2011-05-26 Thread Jason Dagit
On Wed, May 25, 2011 at 4:02 PM, Ivan Lazar Miljenovic
ivan.miljeno...@gmail.com wrote:
 On 26 May 2011 08:49, wren ng thornton w...@freegeek.org wrote:
 On 5/25/11 1:03 PM, Bryan O'Sullivan wrote:

 On Wed, May 25, 2011 at 5:59 AM, Ivan Lazar Miljenovic
 ivan.miljeno...@gmail.com  wrote:

 Well, using the Char8 version.

 Just because you *could* do that, it doesn't mean that you *should*. It's
 a
 bad idea to use bytestrings for manipulating text, yet the only plausible
 reason to have wl-pprint handle bytestrings is so that they can be used as
 text.

 It's worth highlighting that even with the Char8 version of ByteStrings you
 still run into encoding issues.
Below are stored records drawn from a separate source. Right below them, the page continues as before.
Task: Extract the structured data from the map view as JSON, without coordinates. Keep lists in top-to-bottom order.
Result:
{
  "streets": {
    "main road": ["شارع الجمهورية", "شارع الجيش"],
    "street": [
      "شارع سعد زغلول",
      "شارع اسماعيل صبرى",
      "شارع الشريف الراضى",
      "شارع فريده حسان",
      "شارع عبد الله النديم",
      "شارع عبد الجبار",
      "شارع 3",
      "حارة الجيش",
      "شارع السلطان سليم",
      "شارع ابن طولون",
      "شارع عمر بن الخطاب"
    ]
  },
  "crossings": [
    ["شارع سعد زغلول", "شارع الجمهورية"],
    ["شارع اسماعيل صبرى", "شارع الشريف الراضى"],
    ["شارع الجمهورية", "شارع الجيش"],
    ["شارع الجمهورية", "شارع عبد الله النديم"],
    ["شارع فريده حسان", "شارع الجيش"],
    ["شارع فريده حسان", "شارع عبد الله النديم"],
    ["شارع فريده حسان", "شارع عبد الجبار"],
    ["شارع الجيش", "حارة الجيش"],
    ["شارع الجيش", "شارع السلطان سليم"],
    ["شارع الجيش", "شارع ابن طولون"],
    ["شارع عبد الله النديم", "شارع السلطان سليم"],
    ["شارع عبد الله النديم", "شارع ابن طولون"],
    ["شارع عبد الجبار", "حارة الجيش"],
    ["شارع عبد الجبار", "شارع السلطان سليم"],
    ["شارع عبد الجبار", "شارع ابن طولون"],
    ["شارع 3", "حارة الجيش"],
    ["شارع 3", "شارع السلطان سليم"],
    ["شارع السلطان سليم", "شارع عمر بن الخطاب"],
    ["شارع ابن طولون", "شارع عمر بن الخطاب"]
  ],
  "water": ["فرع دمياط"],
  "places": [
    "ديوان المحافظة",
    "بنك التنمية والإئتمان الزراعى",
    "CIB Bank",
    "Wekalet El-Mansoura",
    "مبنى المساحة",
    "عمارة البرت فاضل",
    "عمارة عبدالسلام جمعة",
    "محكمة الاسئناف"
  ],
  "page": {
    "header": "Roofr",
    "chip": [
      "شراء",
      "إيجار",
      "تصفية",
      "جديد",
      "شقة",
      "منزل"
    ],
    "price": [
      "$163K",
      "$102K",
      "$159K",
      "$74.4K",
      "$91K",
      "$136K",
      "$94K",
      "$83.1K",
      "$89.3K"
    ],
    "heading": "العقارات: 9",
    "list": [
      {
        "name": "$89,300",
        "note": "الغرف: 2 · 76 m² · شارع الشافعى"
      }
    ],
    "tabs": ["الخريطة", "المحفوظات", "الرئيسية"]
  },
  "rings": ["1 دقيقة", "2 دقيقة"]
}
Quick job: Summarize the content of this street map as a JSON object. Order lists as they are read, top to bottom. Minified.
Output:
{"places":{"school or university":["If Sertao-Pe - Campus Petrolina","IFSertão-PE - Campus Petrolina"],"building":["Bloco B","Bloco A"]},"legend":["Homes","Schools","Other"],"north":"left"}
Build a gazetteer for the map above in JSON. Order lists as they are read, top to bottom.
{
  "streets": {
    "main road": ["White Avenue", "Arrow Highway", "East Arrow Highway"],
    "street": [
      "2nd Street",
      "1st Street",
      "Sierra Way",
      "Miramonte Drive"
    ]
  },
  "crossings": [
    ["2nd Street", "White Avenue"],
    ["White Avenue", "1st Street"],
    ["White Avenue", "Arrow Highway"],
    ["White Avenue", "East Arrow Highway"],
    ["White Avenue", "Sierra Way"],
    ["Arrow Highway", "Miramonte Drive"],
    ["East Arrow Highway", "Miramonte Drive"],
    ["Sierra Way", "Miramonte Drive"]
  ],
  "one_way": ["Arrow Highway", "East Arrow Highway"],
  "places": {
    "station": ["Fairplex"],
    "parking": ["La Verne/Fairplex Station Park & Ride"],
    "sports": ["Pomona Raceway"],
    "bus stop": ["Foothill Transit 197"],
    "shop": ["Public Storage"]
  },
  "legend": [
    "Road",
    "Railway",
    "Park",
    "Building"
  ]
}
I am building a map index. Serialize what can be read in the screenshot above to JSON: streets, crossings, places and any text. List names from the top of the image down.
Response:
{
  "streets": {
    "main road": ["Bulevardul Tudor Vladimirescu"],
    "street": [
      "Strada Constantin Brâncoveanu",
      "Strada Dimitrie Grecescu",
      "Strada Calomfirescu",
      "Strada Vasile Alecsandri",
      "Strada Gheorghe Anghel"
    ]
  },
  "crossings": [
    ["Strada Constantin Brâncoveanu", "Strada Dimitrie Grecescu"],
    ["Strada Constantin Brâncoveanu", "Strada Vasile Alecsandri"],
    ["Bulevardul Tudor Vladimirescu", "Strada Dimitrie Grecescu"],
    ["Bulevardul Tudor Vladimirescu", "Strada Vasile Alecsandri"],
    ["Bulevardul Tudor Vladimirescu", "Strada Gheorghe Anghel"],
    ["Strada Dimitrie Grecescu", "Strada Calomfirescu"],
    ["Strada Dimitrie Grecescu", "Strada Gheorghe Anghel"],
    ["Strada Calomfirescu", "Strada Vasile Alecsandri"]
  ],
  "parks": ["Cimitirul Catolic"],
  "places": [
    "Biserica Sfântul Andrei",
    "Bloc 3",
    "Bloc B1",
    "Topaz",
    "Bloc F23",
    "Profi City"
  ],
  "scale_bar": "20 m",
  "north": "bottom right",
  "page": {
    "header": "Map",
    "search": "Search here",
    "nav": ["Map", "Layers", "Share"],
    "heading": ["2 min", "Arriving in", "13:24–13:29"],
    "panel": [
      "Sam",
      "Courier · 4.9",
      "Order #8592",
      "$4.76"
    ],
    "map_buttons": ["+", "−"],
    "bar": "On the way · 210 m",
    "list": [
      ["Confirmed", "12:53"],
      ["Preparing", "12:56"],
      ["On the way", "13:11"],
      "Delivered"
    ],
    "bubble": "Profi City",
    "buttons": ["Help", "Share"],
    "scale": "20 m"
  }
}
Remember the days before Unicode came about?
 True, 8-bit encodings are often ASCII-compatible and therefore the
 representation of digits and whitespace are consistent regardless of
 (ASCII-compatible) encoding, but that's still just begging for issues. What
 are the semantics of the byte 0xA0 with respect to pretty-printing issues
 like linewraps? Are they consistent among all extant 8-bit encodings? What
 about bytes in 0x80..0x9F? What about 0x7F for that matter?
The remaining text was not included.